Tracking: Justin Mason Against Texas Tech

The Context

After horrendous team performances against Arkansas and Oklahoma sandwiching a listless performance opening the Big 12 season at home against a poor Iowa State squad, Rick Barnes promised changes and delivered, as the Longhorns played an outstanding second half against Texas Tech, turning a competitive game into a blowout.

Benching Dexter Pittman in favor of Gary Johnson and playing Dogus Balbay significant minutes at the point, along with AJ Abrams, Rick Barnes sought to relieve pressure on Justin Mason by returning him to his more comfortable position off the ball, giving him the ability to crash the offensive glass without worrying about giving up easy transition baskets. Mason responded, scoring 15 points on 5-8 shooting, converting four of five free throws, while pulling down 10 rebounds, six of them on the offensive end. While Mason had only one assist in the game, his first game failing to record two or more assists this season, his movement off the ball helped the other aspects of his game.

Rick Barnes took personal responsibility for the recent sub-par play of Mason, saying:

I took Justin Mason away. I kept trying to put him in a position where he wasn't comfortable and he got confused.

It's gut-wrenching. It kills you. He got confused. Should I shoot? Not shoot? We had to let Justin be who and what he is.

Great decision on the part of Rick Barnes, but ultimately the responsibility to perform on the court falls on the player, with Mason adding,

Today I just let it go and played like I'm used to playing. It helped a lot.

The results speak for themselves...

The Scoring

First field goal attempt (11:29 first half) - Coming out of the 12-minute television timeout, the Longhorns inbounded the ball underneath their basket. A poor offensive possession, Texas failed to get the ball into the lane at all, with Varez Ward and Dogus Balbay spending most of the possession pounding the rock on the perimeter. Finally, with five seconds left on the shot clock, Matt Hill found Mason on the left wing, where he attempted to pump fake the defender for several seconds, finally taking one dribble right and launching a contested jump shot from just inside the old three-point line. Predictably, the shot was a brick, hitting above the square on the glass and barely grazing the rim on the way down.

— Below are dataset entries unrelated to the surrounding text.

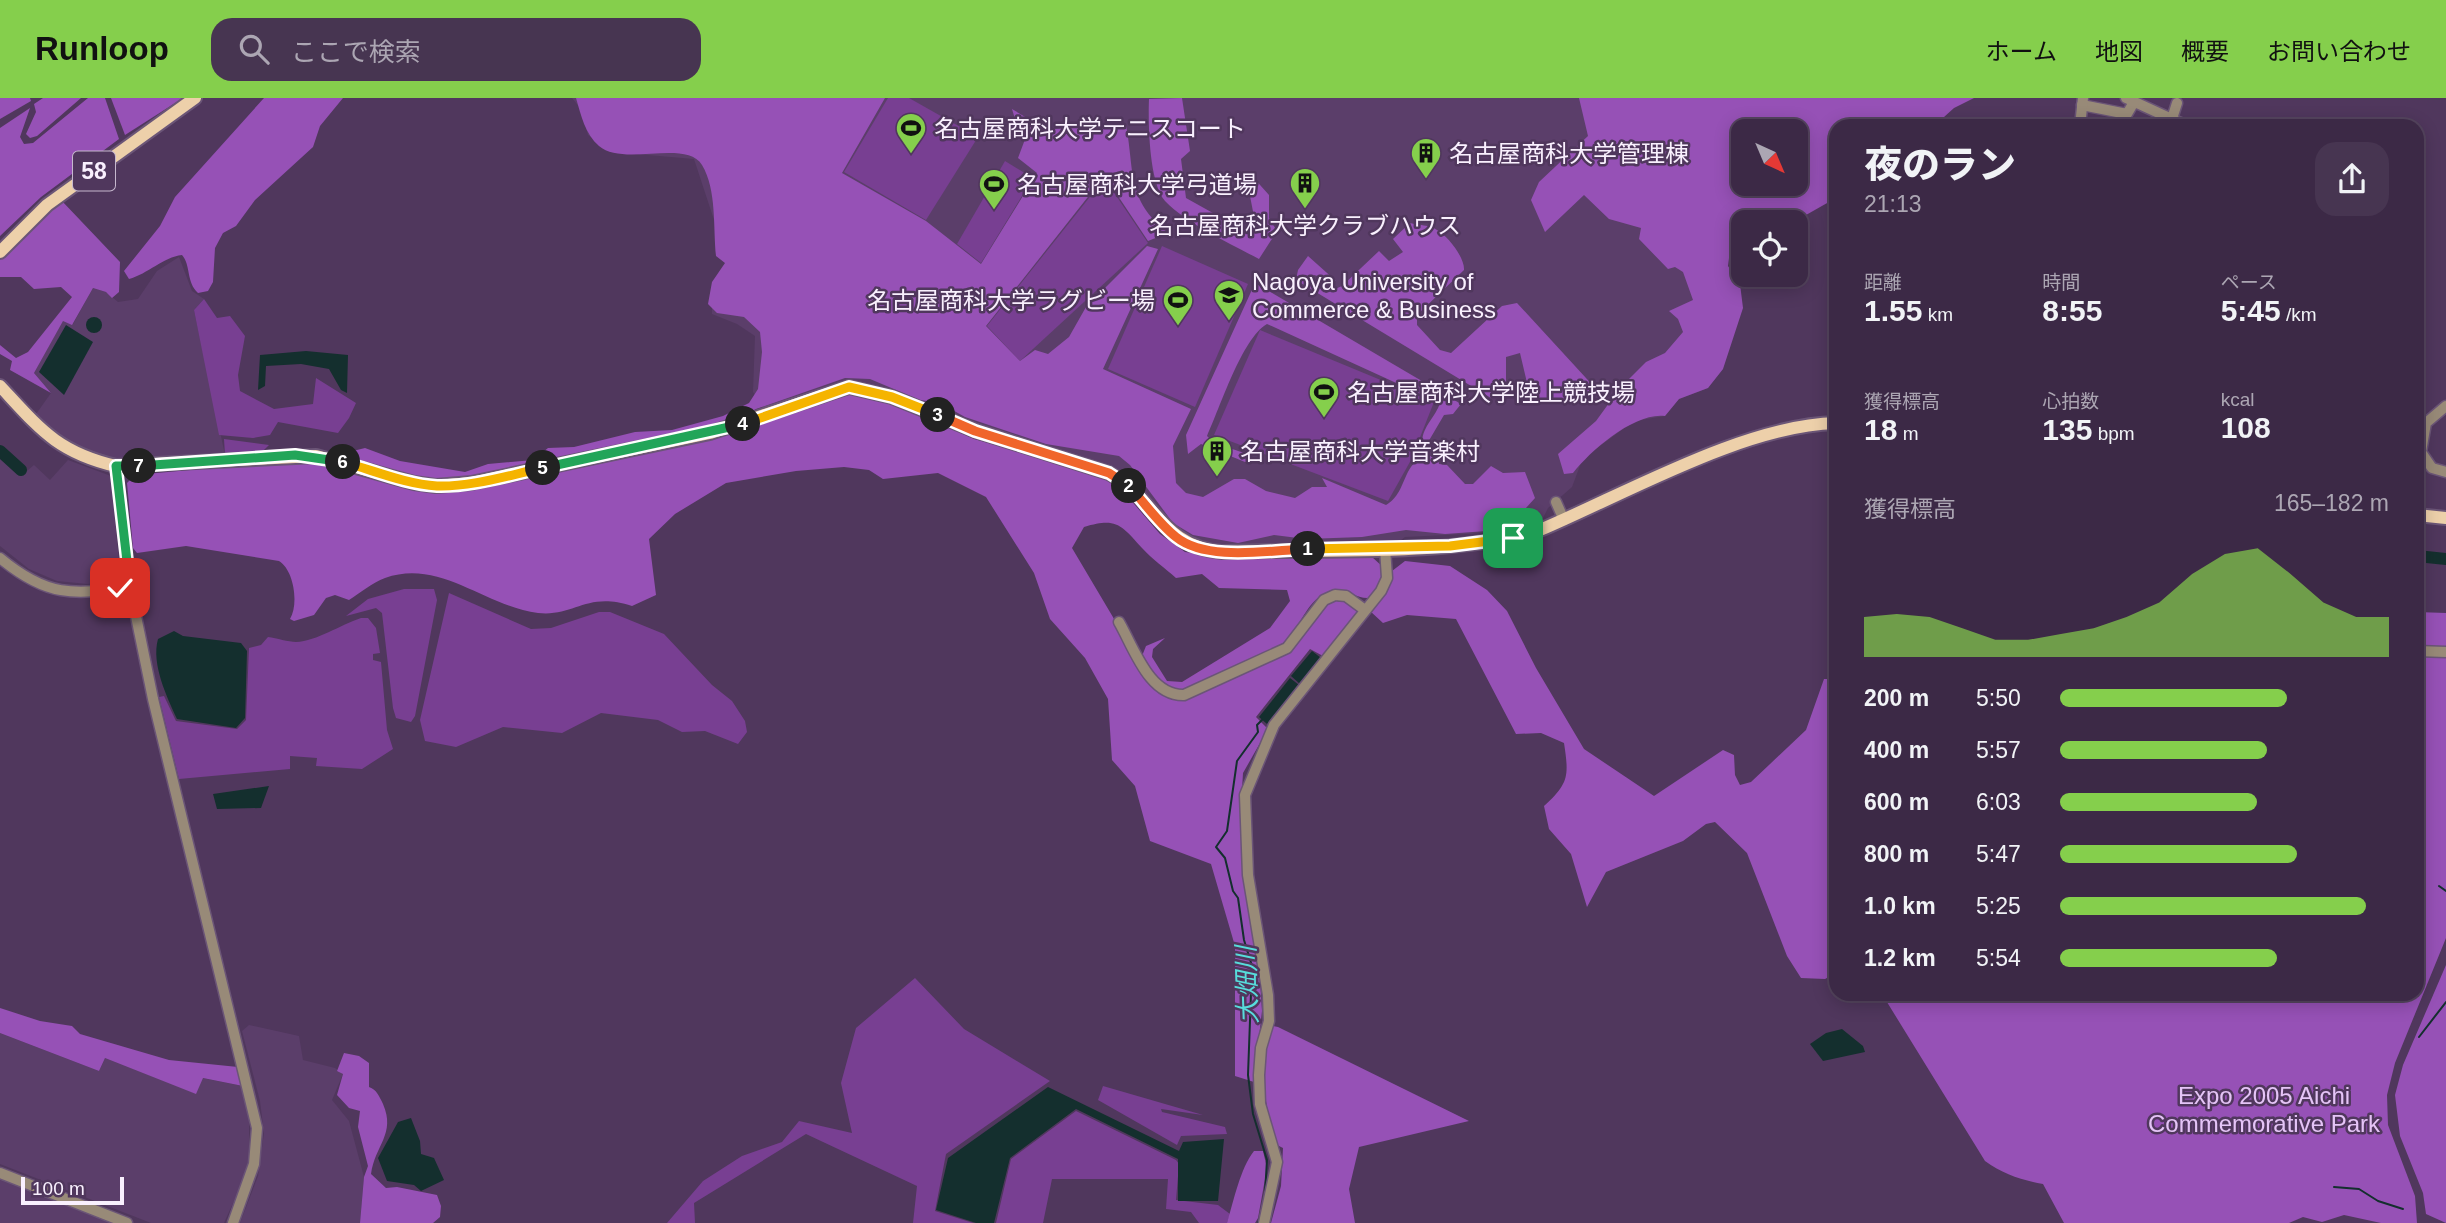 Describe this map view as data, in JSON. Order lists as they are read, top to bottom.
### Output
{
  "streets": {
    "main road": ["58"]
  },
  "water": ["大畑川"],
  "parks": ["Expo 2005 Aichi Commemorative Park"],
  "places": {
    "sports": [
      "名古屋商科大学テニスコート",
      "名古屋商科大学弓道場",
      "名古屋商科大学ラグビー場",
      "名古屋商科大学陸上競技場"
    ],
    "building": ["名古屋商科大学管理棟", "名古屋商科大学クラブハウス", "名古屋商科大学音楽村"],
    "school or university": ["Nagoya University of Commerce & Business"]
  },
  "scale_bar": "100 m",
  "north": "bottom right",
  "page": {
    "header": "Runloop",
    "search": "ここで検索",
    "nav": [
      "ホーム",
      "地図",
      "概要",
      "お問い合わせ"
    ],
    "heading": ["夜のラン", "21:13"],
    "stats": [
      ["距離", "1.55 km"],
      ["時間", "8:55"],
      ["ペース", "5:45 /km"],
      ["獲得標高", "18 m"],
      ["心拍数", "135 bpm"],
      ["kcal", "108"]
    ],
    "pins": [
      "3",
      "4",
      "6",
      "7",
      "5",
      "2",
      "1"
    ],
    "chart": ["獲得標高", "165–182 m"],
    "list": [
      {
        "name": "200 m",
        "note": "5:50"
      },
      {
        "name": "400 m",
        "note": "5:57"
      },
      {
        "name": "600 m",
        "note": "6:03"
      },
      {
        "name": "800 m",
        "note": "5:47"
      },
      {
        "name": "1.0 km",
        "note": "5:25"
      },
      {
        "name": "1.2 km",
        "note": "5:54"
      }
    ],
    "scale": "100 m"
  }
} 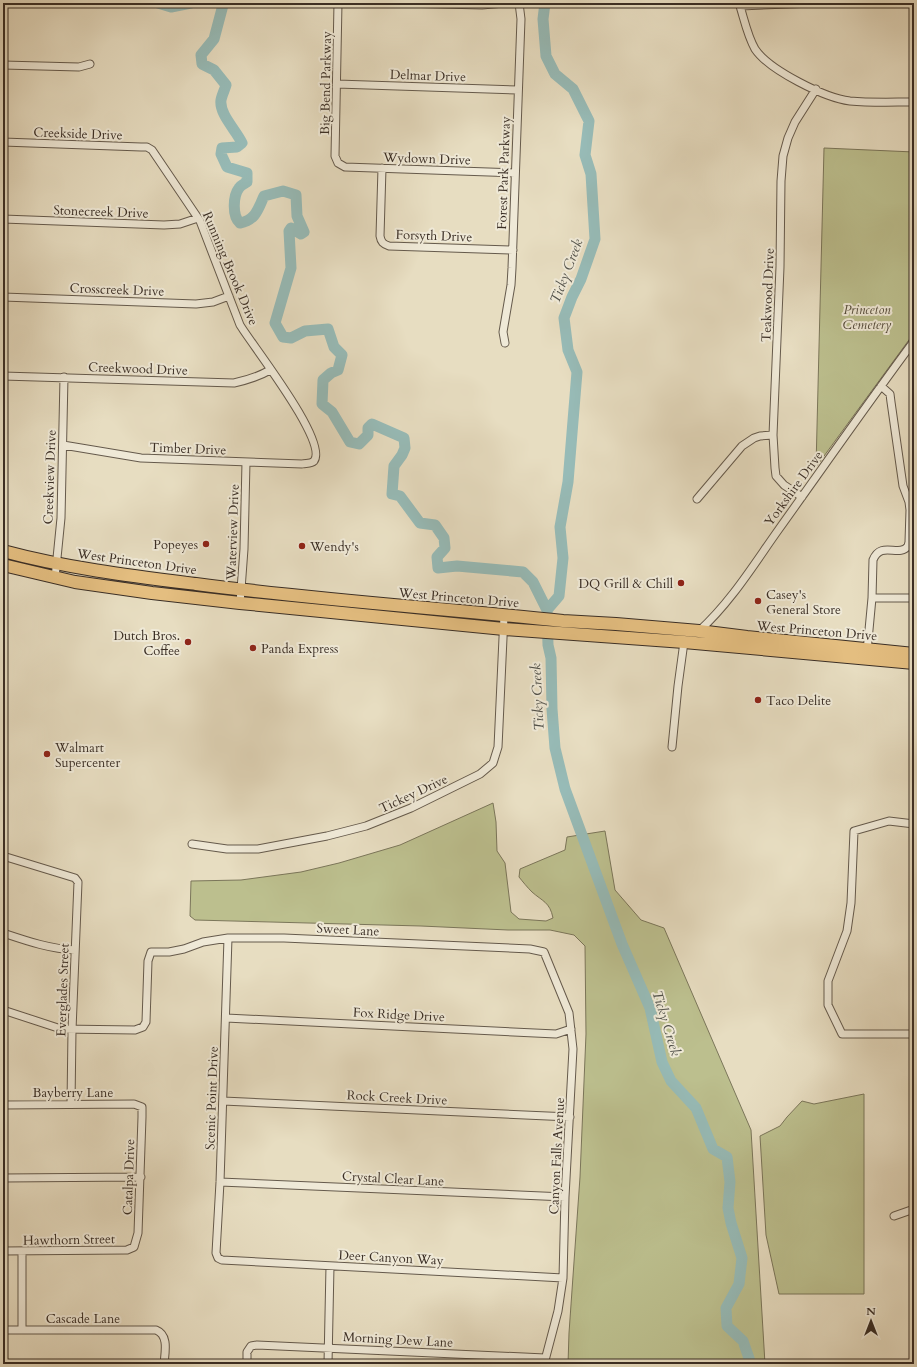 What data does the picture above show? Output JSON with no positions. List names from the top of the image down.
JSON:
{
  "streets": {
    "highway": ["West Princeton Drive"],
    "street": [
      "Delmar Drive",
      "Big Bend Parkway",
      "Creekside Drive",
      "Wydown Drive",
      "Forest Park Parkway",
      "Stonecreek Drive",
      "Forsyth Drive",
      "Running Brook Drive",
      "Crosscreek Drive",
      "Teakwood Drive",
      "Creekwood Drive",
      "Timber Drive",
      "Creekview Drive",
      "Yorkshire Drive",
      "Waterview Drive",
      "Tickey Drive",
      "Sweet Lane",
      "Everglades Street",
      "Fox Ridge Drive",
      "Bayberry Lane",
      "Rock Creek Drive",
      "Scenic Point Drive",
      "Canyon Falls Avenue",
      "Catalpa Drive",
      "Crystal Clear Lane",
      "Hawthorn Street",
      "Deer Canyon Way",
      "Cascade Lane",
      "Morning Dew Lane"
    ]
  },
  "crossings": [
    ["Delmar Drive", "Big Bend Parkway"],
    ["Delmar Drive", "Forest Park Parkway"],
    ["Big Bend Parkway", "Wydown Drive"],
    ["Creekside Drive", "Running Brook Drive"],
    ["Wydown Drive", "Forest Park Parkway"],
    ["Wydown Drive", "Forsyth Drive"],
    ["Forest Park Parkway", "Forsyth Drive"],
    ["Stonecreek Drive", "Running Brook Drive"],
    ["Running Brook Drive", "Crosscreek Drive"],
    ["Running Brook Drive", "Creekwood Drive"],
    ["Running Brook Drive", "Timber Drive"],
    ["Teakwood Drive", "Yorkshire Drive"],
    ["Creekwood Drive", "Creekview Drive"],
    ["Timber Drive", "Creekview Drive"],
    ["Timber Drive", "Waterview Drive"],
    ["Creekview Drive", "West Princeton Drive"],
    ["Yorkshire Drive", "West Princeton Drive"],
    ["Waterview Drive", "West Princeton Drive"],
    ["West Princeton Drive", "Tickey Drive"],
    ["Sweet Lane", "Everglades Street"],
    ["Sweet Lane", "Scenic Point Drive"],
    ["Sweet Lane", "Canyon Falls Avenue"],
    ["Everglades Street", "Bayberry Lane"],
    ["Fox Ridge Drive", "Scenic Point Drive"],
    ["Fox Ridge Drive", "Canyon Falls Avenue"],
    ["Bayberry Lane", "Catalpa Drive"],
    ["Rock Creek Drive", "Scenic Point Drive"],
    ["Rock Creek Drive", "Canyon Falls Avenue"],
    ["Scenic Point Drive", "Crystal Clear Lane"],
    ["Scenic Point Drive", "Deer Canyon Way"],
    ["Canyon Falls Avenue", "Crystal Clear Lane"],
    ["Canyon Falls Avenue", "Deer Canyon Way"],
    ["Canyon Falls Avenue", "Morning Dew Lane"],
    ["Catalpa Drive", "Hawthorn Street"]
  ],
  "water": ["Ticky Creek"],
  "parks": ["Princeton Cemetery"],
  "places": [
    "Popeyes",
    "Wendy's",
    "DQ Grill & Chill",
    "Casey's General Store",
    "Dutch Bros. Coffee",
    "Panda Express",
    "Taco Delite",
    "Walmart Supercenter"
  ],
  "north": "top"
} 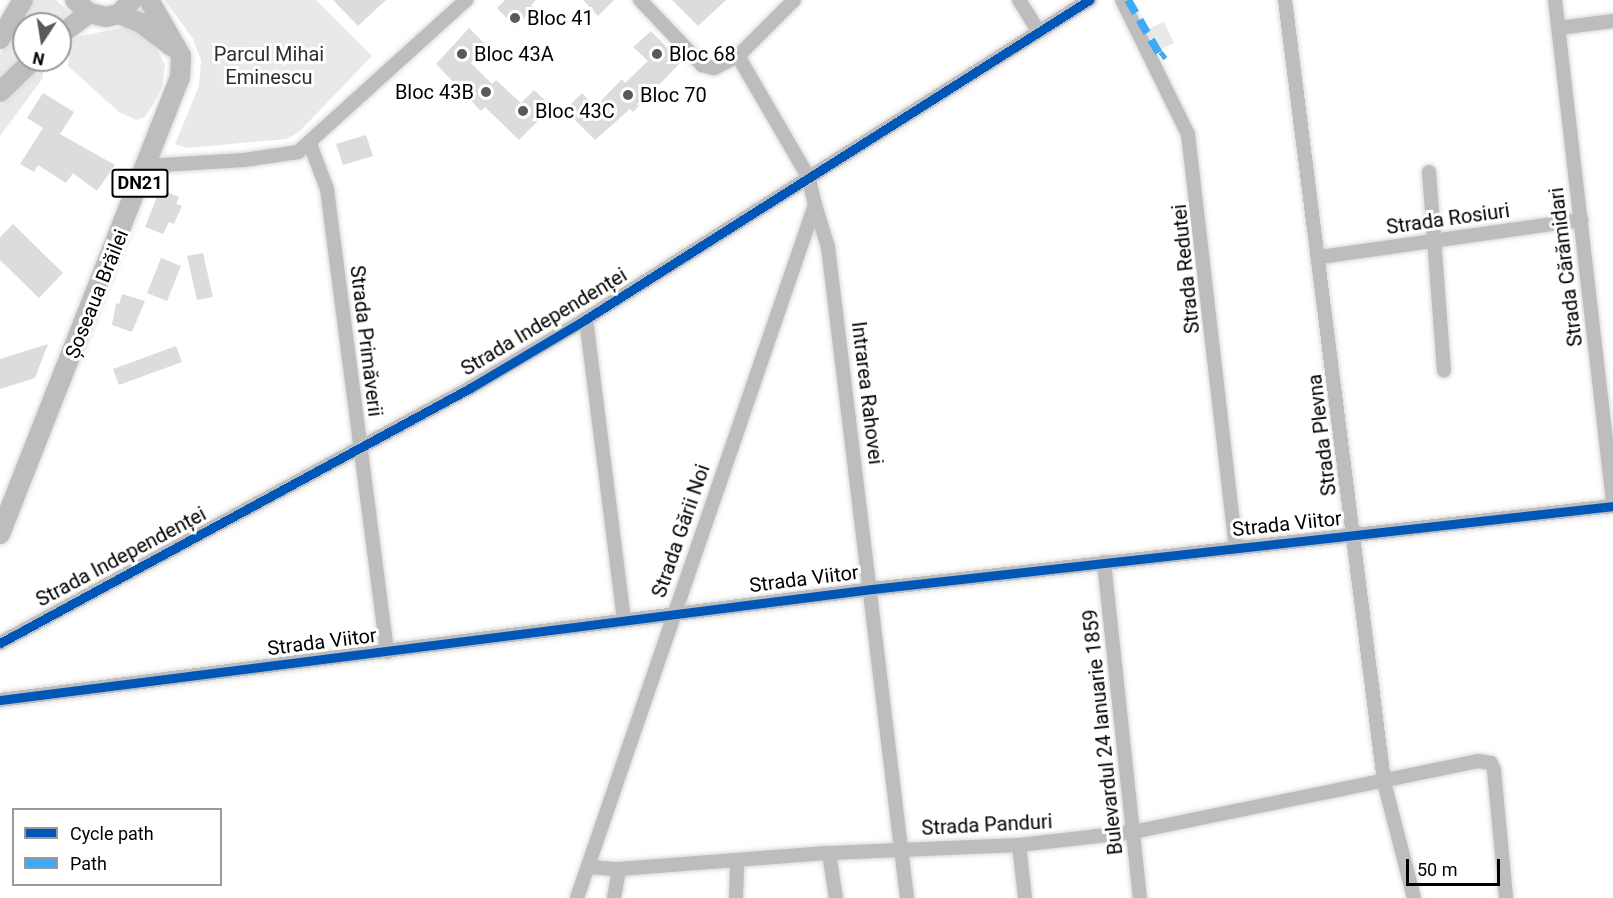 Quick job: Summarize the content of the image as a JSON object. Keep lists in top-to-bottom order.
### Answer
{
  "streets": {
    "highway": ["DN21", "Șoseaua Brăilei"],
    "street": [
      "Strada Rosiuri",
      "Strada Cărămidari",
      "Strada Redutei",
      "Strada Independenței",
      "Strada Primăverii",
      "Intrarea Rahovei",
      "Strada Plevna",
      "Strada Viitor",
      "Strada Gării Noi",
      "Bulevardul 24 Ianuarie 1859",
      "Strada Panduri"
    ]
  },
  "crossings": [
    ["Strada Rosiuri", "Strada Cărămidari"],
    ["Strada Rosiuri", "Strada Plevna"],
    ["Strada Redutei", "Strada Viitor"],
    ["Strada Independenței", "Strada Primăverii"],
    ["Strada Primăverii", "Strada Viitor"],
    ["Intrarea Rahovei", "Strada Viitor"],
    ["Intrarea Rahovei", "Strada Gării Noi"],
    ["Intrarea Rahovei", "Strada Panduri"],
    ["Strada Plevna", "Strada Viitor"],
    ["Strada Plevna", "Strada Panduri"],
    ["Strada Viitor", "Strada Gării Noi"],
    ["Strada Viitor", "Bulevardul 24 Ianuarie 1859"],
    ["Strada Gării Noi", "Strada Panduri"],
    ["Bulevardul 24 Ianuarie 1859", "Strada Panduri"]
  ],
  "parks": ["Parcul Mihai Eminescu"],
  "places": [
    "Bloc 41",
    "Bloc 43A",
    "Bloc 68",
    "Bloc 43B",
    "Bloc 70",
    "Bloc 43C"
  ],
  "legend": ["Cycle path", "Path"],
  "scale_bar": "50 m",
  "north": "bottom"
} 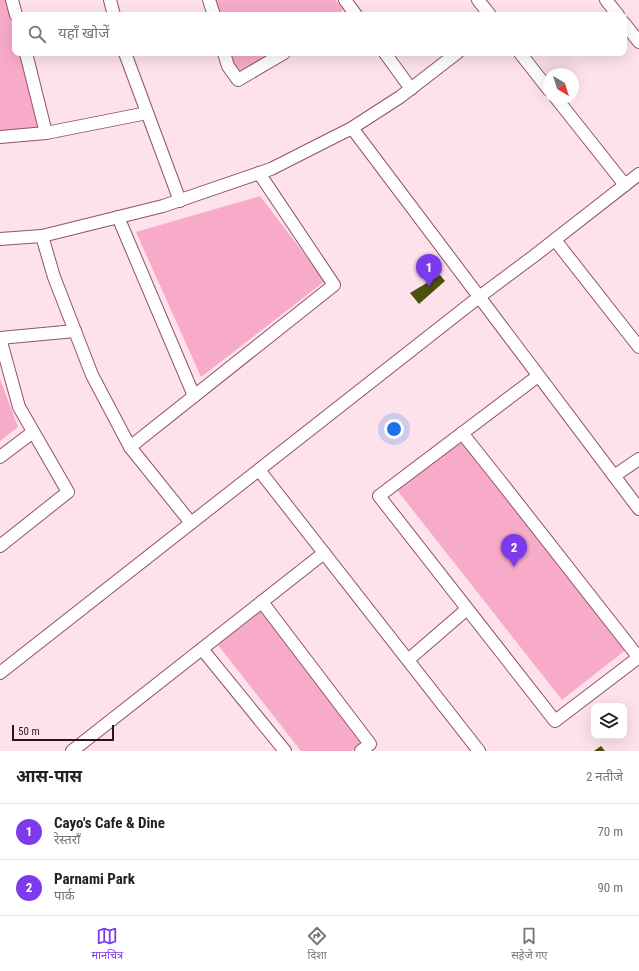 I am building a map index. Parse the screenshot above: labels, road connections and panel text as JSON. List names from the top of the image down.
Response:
{
  "scale_bar": "50 m",
  "north": "bottom right",
  "page": {
    "search": "यहाँ खोजें",
    "pins": ["1", "2"],
    "scale": "50 m",
    "heading": ["आस-पास", "2 नतीजे"],
    "list": [
      {
        "mark": "1",
        "name": "Cayo's Cafe & Dine",
        "note": "रेस्तराँ",
        "value": "70 m"
      },
      {
        "mark": "2",
        "name": "Parnami Park",
        "note": "पार्क",
        "value": "90 m"
      }
    ],
    "nav": ["मानचित्र", "दिशा", "सहेजे गए"]
  }
}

Commentary - Of the three guards in the game at that game, neither Ward, Balbay, nor Mason should have the ball in their hands away from the basket with five seconds or fewer on the shot clock. In other words, it's a disastrous combination and one that should not see the court again together for the rest of the season. Recognizing this, Rick Barnes inserted Abrams into the game at the next dead ball, sitting Balbay.

First point (9:00 first half) - Matt Hill rebounded his own miss to provide the Longhorns with an extra possession, screening for AJ Abrams, who took over ballhandling duties after entering the game for Dogus Balbay several minutes earlier. Abrams took a three coming off the screen and Mason, allowed to crash the boards from his position off the ball, secured the offensive rebound, though it looked like he might have pushed off to do so, as the Texas Tech defender hit the floor in front of Mason. Fouled on his subsequent attempt, Mason headed to the free throw line, where he struggled against Iowa State, making only one of eight attempts on that day. The first free throw looked pretty good, but was too strong, hitting the back of the rim. On the following attempt, Mason recalibrated and made his second attempt.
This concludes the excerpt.